Slowly changing dimensions (SCDs) is a framework for managing and tracking changes to dimension data in a data warehouse over time. This framework refers to the dimensions as "slowly changing" because it assumes that the data SCDs cover changes with a low frequency, but without any apparent pattern in time. Use SCDs when the requirements for the data warehouse cover functionality to track and reproduce outputs based on historical states of data.
A common use case for SCDs is reporting. For example, in financial reporting systems, you need to explain the differences between the aggregated values in a report produced last month and those in the current version of the report from the data warehouse.

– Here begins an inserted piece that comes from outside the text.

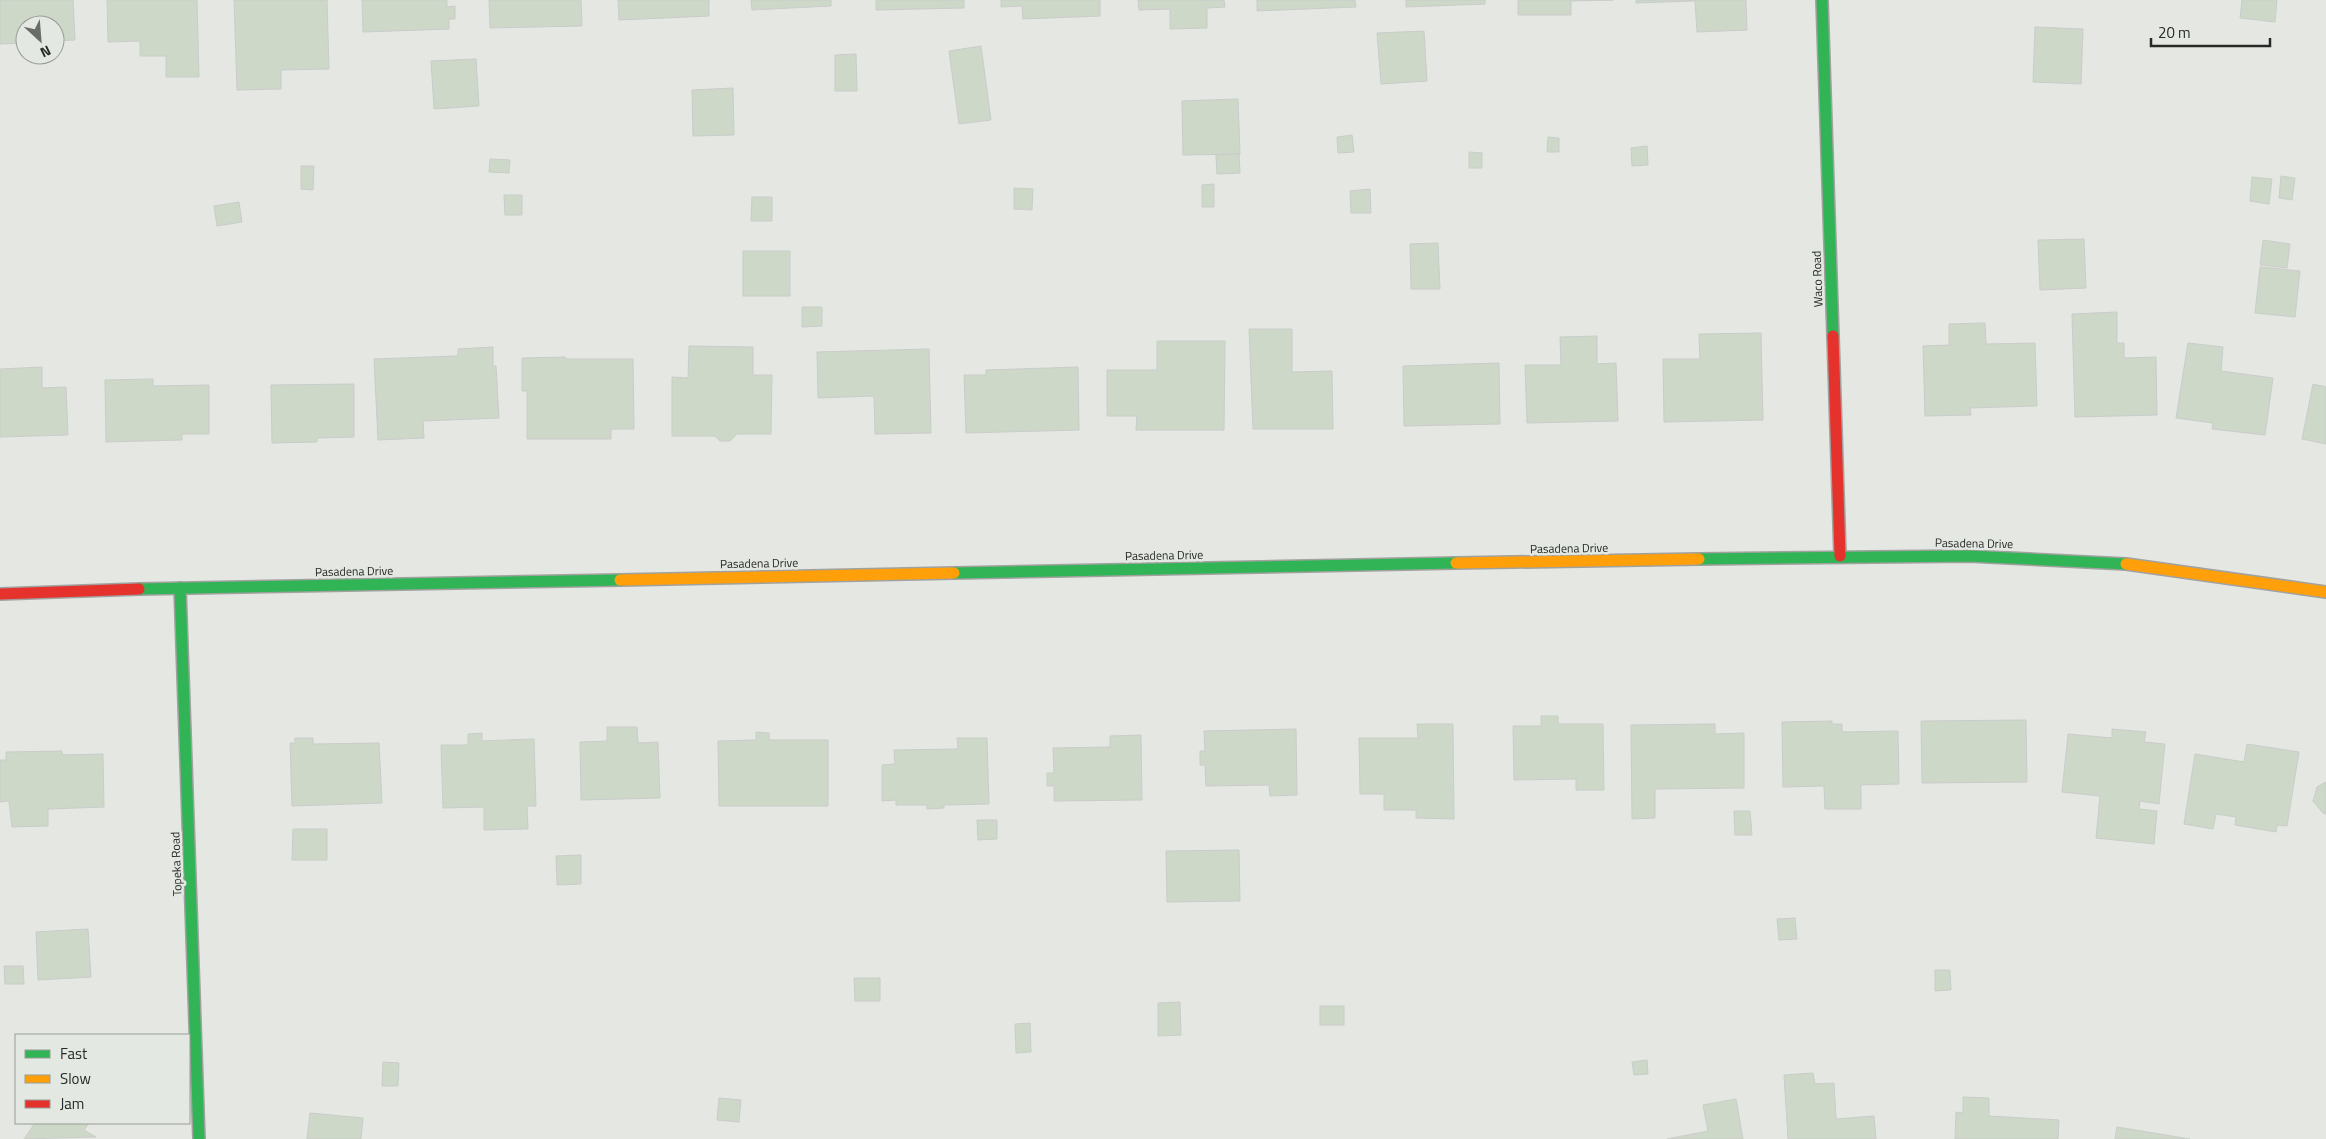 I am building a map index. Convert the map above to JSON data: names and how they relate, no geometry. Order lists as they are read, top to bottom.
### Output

The different implementations of SCDs in SQL are referred to as "types." Types 0 and 1, the most basic types, only keep track of the original state of data or the current state of data, respectively. Type 2, the most commonly applied implementation, creates three new fields: validFrom
, validTo
, and an optional flag on the latest set of data, often called isValid
or isEffective
.
SCD Types
SCD Type | Description |
---|---|
Type 0 | Only keep original state and data cannot be changed. |
Type 1 | Only keep updated state and history cannot be stored. |
Type 2 | Keep history in a new document. |
Type 3 | Keep history in new fields in the same document. |
Type 4 | Keep history in a separate collection. |
Type 6 | Combination of Type 2 and Type 3. |
SCDs in MongoDB
You can apply the SCD framework to MongoDB in the same way you apply it to a relational database. The concept of slowly changing dimensions applies on a per-document basis in the chosen and optimized data model for the specific use case.
Example
Consider a collection called prices
that stores the prices of a set of items. You need to keep track of the changes of the price of an item over time in order to be able to process returns of an item, as the money refunded must match the price of the item at the time of purchase. Each document in the collection has an item
and price
field:
db.prices.insertMany( [ { 'item': 'shorts', 'price': 10 }, { 'item': 't-shirt', 'price': 2 }, { 'item': 'pants', 'price': 5 }, ] )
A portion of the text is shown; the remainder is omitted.